Board Vice-president Donna Zariczny asked whether the course would be offered in a traditional classroom environment or digitally.

“It is a standard course with a teacher behind it,” Weber said.

The second piece forwarded to the board was new software called Study Island.

“We need a program that we can look at for Keystone remediation,” Weber explained. “Not all students can take the Algebra course. We are providing remediation through homeroom now. (The) Career Center kids, some don’t have a homeroom.”

When reviewing this software, Weber said that he learned from the Intermediate Unit that “Study Island is heavily used across the IU. That’s really what prompted me to look at Study Island.”

In addition to offering a complete Keystone remediation program, the software also has K-12 components and a career readiness piece.

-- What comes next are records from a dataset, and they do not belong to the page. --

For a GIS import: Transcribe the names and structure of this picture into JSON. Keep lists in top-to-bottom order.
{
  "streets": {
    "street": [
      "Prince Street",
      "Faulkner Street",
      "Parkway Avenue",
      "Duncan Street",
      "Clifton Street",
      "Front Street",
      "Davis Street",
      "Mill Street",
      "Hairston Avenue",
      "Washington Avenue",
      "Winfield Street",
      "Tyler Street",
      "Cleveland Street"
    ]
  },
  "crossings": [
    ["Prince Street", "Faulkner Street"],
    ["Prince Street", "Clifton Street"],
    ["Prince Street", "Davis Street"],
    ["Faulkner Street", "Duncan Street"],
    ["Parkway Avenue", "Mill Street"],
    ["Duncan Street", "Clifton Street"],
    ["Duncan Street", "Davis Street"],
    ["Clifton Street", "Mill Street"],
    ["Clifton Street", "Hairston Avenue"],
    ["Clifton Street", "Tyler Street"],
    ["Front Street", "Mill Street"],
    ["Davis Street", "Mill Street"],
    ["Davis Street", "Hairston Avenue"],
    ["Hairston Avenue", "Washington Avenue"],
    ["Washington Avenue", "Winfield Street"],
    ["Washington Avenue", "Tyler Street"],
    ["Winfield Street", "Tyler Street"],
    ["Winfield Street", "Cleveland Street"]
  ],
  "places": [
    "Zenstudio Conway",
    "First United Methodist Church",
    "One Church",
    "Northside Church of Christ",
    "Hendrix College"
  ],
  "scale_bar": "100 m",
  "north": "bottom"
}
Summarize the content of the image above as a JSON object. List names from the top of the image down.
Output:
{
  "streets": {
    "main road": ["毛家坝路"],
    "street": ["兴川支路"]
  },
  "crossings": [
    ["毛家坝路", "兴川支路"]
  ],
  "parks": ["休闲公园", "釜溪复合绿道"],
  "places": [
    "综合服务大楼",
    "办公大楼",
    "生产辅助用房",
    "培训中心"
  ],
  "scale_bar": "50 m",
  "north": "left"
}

He noted that benchmarks are also incorporated in the software and it would provide “additional resources for students to have. (It) would be open to all kids (and) has a lot of functionality.”

“We are able to get a pretty good deal through Study Island for a three-year package,” Weber said. “(I) had the money budgeted if that was the way we needed to go.”

He said he budgeted $126,000 for such software and the quote from Study Island came in at $111,870.89.

While the software is multi-faceted, “the priority is to be able to do the Keystone remediation and be able to go from there,” Weber said, noting that professional development prior to implementation would take time. “(It) wouldn’t be up for the beginning of the school year,” he said of the software if purchased. “Training days are built into this.”

He explained that his goal would be to “get this up and running” during the first semester. “In terms of prioritizing, I have to get it to the high schools first.”

Board President Arthur Stewart asked if this software could be used to replace other items or if this program is purely for remediation.

“It does for more than just remediation,” Weber said. “I think that’s where the resources in the classroom come into play. We looked at some of the cuts we’ve made… I see down the line being able to slowly migrate out of some of those programs and into this.”